Please keep the pictures out and write out exactly the lines from the first in the data below through the one containing "filter:drop-shadow(0 0 1px", both included.

=-=-=-=-=

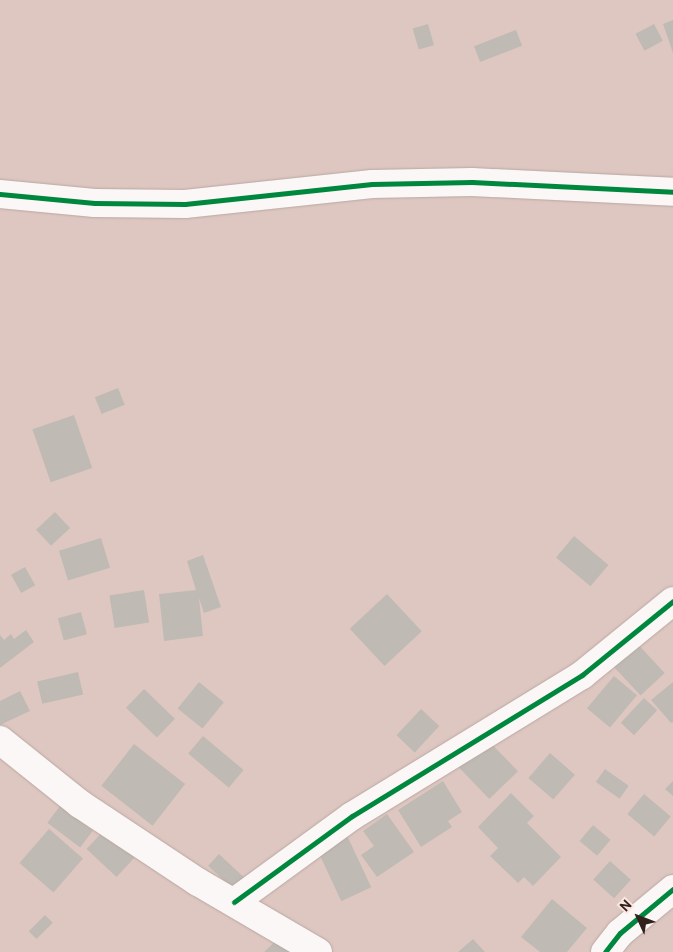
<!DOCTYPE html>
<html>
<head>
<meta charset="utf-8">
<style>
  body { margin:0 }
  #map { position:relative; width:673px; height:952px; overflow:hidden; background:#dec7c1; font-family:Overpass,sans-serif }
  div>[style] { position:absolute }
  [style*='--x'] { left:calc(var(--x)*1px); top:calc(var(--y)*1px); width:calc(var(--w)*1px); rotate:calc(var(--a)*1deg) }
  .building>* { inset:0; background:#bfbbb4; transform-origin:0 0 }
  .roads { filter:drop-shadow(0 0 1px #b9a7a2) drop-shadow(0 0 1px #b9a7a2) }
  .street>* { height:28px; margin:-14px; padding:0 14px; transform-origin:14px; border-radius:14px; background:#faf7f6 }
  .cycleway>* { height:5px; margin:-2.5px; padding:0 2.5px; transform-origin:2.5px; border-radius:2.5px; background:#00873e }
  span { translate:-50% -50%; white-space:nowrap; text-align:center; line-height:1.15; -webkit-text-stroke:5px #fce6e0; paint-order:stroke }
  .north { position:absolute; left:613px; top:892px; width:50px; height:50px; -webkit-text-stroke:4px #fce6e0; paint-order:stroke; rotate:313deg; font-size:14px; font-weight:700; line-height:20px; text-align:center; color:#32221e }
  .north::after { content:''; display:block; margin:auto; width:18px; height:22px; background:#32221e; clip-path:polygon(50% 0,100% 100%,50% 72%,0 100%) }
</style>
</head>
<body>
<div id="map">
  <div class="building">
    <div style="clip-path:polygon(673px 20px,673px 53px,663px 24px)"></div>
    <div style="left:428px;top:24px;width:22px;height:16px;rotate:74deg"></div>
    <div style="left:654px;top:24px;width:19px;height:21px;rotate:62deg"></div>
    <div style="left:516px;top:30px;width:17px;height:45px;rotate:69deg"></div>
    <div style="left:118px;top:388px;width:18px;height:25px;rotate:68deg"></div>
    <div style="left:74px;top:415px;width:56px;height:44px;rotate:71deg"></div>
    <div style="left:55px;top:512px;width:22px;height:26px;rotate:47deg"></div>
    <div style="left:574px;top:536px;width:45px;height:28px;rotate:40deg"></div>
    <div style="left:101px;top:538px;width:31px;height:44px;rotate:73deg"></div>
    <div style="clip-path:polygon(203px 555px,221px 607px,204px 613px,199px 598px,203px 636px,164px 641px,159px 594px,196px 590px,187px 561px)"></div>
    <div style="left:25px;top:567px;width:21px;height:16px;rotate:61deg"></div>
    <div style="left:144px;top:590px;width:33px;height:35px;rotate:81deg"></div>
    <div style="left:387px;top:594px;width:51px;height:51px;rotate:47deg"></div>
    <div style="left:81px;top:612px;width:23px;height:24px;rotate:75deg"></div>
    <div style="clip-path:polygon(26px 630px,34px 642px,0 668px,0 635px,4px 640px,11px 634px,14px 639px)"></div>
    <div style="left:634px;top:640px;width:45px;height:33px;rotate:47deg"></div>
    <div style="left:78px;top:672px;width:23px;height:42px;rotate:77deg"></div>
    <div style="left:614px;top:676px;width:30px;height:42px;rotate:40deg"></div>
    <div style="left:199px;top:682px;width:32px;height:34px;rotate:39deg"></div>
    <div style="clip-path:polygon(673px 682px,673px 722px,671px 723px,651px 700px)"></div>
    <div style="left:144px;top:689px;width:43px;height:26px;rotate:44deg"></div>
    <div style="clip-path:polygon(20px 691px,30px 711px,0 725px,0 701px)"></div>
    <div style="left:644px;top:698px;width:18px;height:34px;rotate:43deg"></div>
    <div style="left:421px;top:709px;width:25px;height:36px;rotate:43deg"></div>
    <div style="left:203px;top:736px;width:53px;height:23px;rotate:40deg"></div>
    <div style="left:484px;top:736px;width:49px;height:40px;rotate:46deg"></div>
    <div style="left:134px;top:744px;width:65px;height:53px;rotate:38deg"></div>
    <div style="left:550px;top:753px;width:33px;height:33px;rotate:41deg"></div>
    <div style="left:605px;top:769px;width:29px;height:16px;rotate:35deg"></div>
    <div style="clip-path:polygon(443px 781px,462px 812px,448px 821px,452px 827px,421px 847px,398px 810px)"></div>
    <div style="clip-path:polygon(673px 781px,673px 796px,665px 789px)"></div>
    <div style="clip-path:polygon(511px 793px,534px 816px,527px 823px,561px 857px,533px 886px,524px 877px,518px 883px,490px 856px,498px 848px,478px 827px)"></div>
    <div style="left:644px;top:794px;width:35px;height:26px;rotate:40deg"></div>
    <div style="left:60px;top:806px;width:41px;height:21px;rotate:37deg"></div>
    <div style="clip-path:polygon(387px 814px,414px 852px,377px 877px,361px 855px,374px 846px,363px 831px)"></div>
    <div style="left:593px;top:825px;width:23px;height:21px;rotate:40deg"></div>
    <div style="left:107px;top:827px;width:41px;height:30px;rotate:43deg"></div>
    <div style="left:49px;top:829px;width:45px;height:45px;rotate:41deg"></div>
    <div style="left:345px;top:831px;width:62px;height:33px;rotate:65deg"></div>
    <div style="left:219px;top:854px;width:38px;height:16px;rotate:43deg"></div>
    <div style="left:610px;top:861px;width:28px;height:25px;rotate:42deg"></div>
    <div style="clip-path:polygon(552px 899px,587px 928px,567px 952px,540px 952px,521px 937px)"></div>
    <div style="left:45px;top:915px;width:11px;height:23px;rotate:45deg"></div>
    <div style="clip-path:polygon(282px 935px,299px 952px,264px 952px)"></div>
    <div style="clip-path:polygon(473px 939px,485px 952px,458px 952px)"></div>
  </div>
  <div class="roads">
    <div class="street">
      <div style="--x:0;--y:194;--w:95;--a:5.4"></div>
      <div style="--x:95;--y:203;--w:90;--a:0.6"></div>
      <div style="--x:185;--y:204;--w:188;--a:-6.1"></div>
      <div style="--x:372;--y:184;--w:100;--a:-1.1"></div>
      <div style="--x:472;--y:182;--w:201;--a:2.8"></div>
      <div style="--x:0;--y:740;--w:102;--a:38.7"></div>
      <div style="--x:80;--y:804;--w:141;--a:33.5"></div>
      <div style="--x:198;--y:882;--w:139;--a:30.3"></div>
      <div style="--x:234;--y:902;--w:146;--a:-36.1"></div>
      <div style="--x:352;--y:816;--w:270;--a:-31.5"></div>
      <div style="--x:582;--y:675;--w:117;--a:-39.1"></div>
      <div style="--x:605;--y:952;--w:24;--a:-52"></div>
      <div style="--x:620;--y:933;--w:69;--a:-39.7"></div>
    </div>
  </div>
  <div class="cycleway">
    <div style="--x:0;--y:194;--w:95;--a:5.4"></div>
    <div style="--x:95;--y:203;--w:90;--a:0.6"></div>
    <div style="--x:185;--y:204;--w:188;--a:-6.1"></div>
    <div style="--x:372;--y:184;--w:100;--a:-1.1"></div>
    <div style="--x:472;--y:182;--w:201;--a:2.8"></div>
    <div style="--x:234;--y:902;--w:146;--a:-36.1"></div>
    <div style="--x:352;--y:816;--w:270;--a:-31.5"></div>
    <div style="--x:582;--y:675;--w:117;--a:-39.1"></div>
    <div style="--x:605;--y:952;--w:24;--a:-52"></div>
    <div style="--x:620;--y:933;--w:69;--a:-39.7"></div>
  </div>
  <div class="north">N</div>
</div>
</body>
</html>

=-=-=-=-=

• [Solution to the problem]
<!DOCTYPE html>
<html>
<head>
<meta charset="utf-8">
<style>
  body { margin:0 }
  #map { position:relative; width:673px; height:952px; overflow:hidden; background:#dec7c1; font-family:Overpass,sans-serif }
  div>[style] { position:absolute }
  [style*='--x'] { left:calc(var(--x)*1px); top:calc(var(--y)*1px); width:calc(var(--w)*1px); rotate:calc(var(--a)*1deg) }
  .building>* { inset:0; background:#bfbbb4; transform-origin:0 0 }
  .roads { filter:drop-shadow(0 0 1px #b9a7a2) drop-shadow(0 0 1px #b9a7a2) }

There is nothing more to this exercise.